Every line of the material is to be repeated exactly as it stands.

---

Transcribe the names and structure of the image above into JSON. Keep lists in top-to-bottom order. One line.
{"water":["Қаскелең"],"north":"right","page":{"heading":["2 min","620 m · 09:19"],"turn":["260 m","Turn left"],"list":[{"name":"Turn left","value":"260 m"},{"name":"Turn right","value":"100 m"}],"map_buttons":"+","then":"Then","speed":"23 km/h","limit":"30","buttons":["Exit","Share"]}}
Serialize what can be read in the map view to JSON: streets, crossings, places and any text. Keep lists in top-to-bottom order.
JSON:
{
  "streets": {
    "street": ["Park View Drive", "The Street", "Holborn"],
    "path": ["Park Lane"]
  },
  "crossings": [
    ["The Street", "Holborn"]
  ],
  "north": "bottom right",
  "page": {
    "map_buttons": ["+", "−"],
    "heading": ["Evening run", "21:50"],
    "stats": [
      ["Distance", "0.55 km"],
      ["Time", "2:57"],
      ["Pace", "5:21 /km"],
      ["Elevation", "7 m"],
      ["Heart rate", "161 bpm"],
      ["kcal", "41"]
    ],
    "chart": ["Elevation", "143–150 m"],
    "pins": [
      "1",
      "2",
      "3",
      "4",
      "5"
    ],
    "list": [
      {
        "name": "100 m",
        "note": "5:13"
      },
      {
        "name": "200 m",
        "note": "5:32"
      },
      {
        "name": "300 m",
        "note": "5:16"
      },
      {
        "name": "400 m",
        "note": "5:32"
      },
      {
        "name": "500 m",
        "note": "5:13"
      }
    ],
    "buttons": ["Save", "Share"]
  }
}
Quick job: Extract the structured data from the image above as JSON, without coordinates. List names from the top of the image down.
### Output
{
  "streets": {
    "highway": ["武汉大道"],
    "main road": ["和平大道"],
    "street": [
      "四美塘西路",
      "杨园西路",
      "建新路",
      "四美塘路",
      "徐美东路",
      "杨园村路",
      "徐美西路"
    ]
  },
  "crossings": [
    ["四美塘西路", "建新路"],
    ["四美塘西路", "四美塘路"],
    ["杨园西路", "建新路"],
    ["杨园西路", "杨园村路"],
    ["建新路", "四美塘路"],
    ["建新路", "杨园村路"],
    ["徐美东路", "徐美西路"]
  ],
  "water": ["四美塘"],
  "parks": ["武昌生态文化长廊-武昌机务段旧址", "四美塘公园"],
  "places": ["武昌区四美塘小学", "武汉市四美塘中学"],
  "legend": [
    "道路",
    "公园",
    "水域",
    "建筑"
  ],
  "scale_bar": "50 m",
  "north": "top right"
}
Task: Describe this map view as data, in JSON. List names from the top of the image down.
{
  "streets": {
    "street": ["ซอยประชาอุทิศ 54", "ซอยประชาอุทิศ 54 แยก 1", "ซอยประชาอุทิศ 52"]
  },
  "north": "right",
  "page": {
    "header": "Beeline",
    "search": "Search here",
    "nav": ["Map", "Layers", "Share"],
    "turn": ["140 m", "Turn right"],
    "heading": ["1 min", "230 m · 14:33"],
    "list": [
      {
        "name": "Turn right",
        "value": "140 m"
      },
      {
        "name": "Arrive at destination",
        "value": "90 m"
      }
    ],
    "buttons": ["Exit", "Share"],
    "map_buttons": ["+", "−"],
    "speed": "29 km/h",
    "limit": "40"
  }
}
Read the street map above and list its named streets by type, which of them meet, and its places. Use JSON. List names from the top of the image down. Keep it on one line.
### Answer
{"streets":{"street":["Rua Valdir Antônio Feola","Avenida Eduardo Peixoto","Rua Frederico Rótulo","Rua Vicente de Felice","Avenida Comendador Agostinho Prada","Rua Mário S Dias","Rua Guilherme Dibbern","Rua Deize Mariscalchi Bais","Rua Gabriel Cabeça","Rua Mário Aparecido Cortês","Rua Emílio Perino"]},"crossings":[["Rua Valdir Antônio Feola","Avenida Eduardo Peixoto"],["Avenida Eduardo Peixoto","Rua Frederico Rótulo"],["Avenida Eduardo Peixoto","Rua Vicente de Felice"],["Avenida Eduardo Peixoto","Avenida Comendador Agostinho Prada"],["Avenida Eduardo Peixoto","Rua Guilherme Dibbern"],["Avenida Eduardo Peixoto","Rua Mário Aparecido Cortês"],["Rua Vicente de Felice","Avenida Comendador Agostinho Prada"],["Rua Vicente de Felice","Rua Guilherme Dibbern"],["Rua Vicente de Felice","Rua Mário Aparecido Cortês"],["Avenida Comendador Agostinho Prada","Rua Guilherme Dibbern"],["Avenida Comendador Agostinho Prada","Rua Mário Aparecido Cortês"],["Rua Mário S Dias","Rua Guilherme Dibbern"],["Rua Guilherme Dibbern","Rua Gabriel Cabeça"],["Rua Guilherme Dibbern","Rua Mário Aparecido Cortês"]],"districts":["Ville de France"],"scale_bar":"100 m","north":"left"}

---

## EXPECTED OUTPUT
Transcribe the names and structure of the image above into JSON. Keep lists in top-to-bottom order. One line.
{"water":["Қаскелең"],"north":"right","page":{"heading":["2 min","620 m · 09:19"],"turn":["260 m","Turn left"],"list":[{"name":"Turn left","value":"260 m"},{"name":"Turn right","value":"100 m"}],"map_buttons":"+","then":"Then","speed":"23 km/h","limit":"30","buttons":["Exit","Share"]}}
Serialize what can be read in the map view to JSON: streets, crossings, places and any text. Keep lists in top-to-bottom order.
JSON:
{
  "streets": {
    "street": ["Park View Drive", "The Street", "Holborn"],
    "path": ["Park Lane"]
  },
  "crossings": [
    ["The Street", "Holborn"]
  ],
  "north": "bottom right",
  "page": {
    "map_buttons": ["+", "−"],
    "heading": ["Evening run", "21:50"],
    "stats": [
      ["Distance", "0.55 km"],
      ["Time", "2:57"],
      ["Pace", "5:21 /km"],
      ["Elevation", "7 m"],
      ["Heart rate", "161 bpm"],
      ["kcal", "41"]
    ],
    "chart": ["Elevation", "143–150 m"],
    "pins": [
      "1",
      "2",
      "3",
      "4",
      "5"
    ],
    "list": [
      {
        "name": "100 m",
        "note": "5:13"
      },
      {
        "name": "200 m",
        "note": "5:32"
      },
      {
        "name": "300 m",
        "note": "5:16"
      },
      {
        "name": "400 m",
        "note": "5:32"
      },
      {
        "name": "500 m",
        "note": "5:13"
      }
    ],
    "buttons": ["Save", "Share"]
  }
}
Quick job: Extract the structured data from the image above as JSON, without coordinates. List names from the top of the image down.
### Output
{
  "streets": {
    "highway": ["武汉大道"],
    "main road": ["和平大道"],
    "street": [
      "四美塘西路",
      "杨园西路",
      "建新路",
      "四美塘路",
      "徐美东路",
      "杨园村路",
      "徐美西路"
    ]
  },
  "crossings": [
    ["四美塘西路", "建新路"],
    ["四美塘西路", "四美塘路"],
    ["杨园西路", "建新路"],
    ["杨园西路", "杨园村路"],
    ["建新路", "四美塘路"],
    ["建新路", "杨园村路"],
    ["徐美东路", "徐美西路"]
  ],
  "water": ["四美塘"],
  "parks": ["武昌生态文化长廊-武昌机务段旧址", "四美塘公园"],
  "places": ["武昌区四美塘小学", "武汉市四美塘中学"],
  "legend": [
    "道路",
    "公园",
    "水域",
    "建筑"
  ],
  "scale_bar": "50 m",
  "north": "top right"
}
Task: Describe this map view as data, in JSON. List names from the top of the image down.
{
  "streets": {
    "street": ["ซอยประชาอุทิศ 54", "ซอยประชาอุทิศ 54 แยก 1", "ซอยประชาอุทิศ 52"]
  },
  "north": "right",
  "page": {
    "header": "Beeline",
    "search": "Search here",
    "nav": ["Map", "Layers", "Share"],
    "turn": ["140 m", "Turn right"],
    "heading": ["1 min", "230 m · 14:33"],
    "list": [
      {
        "name": "Turn right",
        "value": "140 m"
      },
      {
        "name": "Arrive at destination",
        "value": "90 m"
      }
    ],
    "buttons": ["Exit", "Share"],
    "map_buttons": ["+", "−"],
    "speed": "29 km/h",
    "limit": "40"
  }
}
Read the street map above and list its named streets by type, which of them meet, and its places. Use JSON. List names from the top of the image down. Keep it on one line.
### Answer
{"streets":{"street":["Rua Valdir Antônio Feola","Avenida Eduardo Peixoto","Rua Frederico Rótulo","Rua Vicente de Felice","Avenida Comendador Agostinho Prada","Rua Mário S Dias","Rua Guilherme Dibbern","Rua Deize Mariscalchi Bais","Rua Gabriel Cabeça","Rua Mário Aparecido Cortês","Rua Emílio Perino"]},"crossings":[["Rua Valdir Antônio Feola","Avenida Eduardo Peixoto"],["Avenida Eduardo Peixoto","Rua Frederico Rótulo"],["Avenida Eduardo Peixoto","Rua Vicente de Felice"],["Avenida Eduardo Peixoto","Avenida Comendador Agostinho Prada"],["Avenida Eduardo Peixoto","Rua Guilherme Dibbern"],["Avenida Eduardo Peixoto","Rua Mário Aparecido Cortês"],["Rua Vicente de Felice","Avenida Comendador Agostinho Prada"],["Rua Vicente de Felice","Rua Guilherme Dibbern"],["Rua Vicente de Felice","Rua Mário Aparecido Cortês"],["Avenida Comendador Agostinho Prada","Rua Guilherme Dibbern"],["Avenida Comendador Agostinho Prada","Rua Mário Aparecido Cortês"],["Rua Mário S Dias","Rua Guilherme Dibbern"],["Rua Guilherme Dibbern","Rua Gabriel Cabeça"],["Rua Guilherme Dibbern","Rua Mário Aparecido Cortês"]],"districts":["Ville de France"],"scale_bar":"100 m","north":"left"}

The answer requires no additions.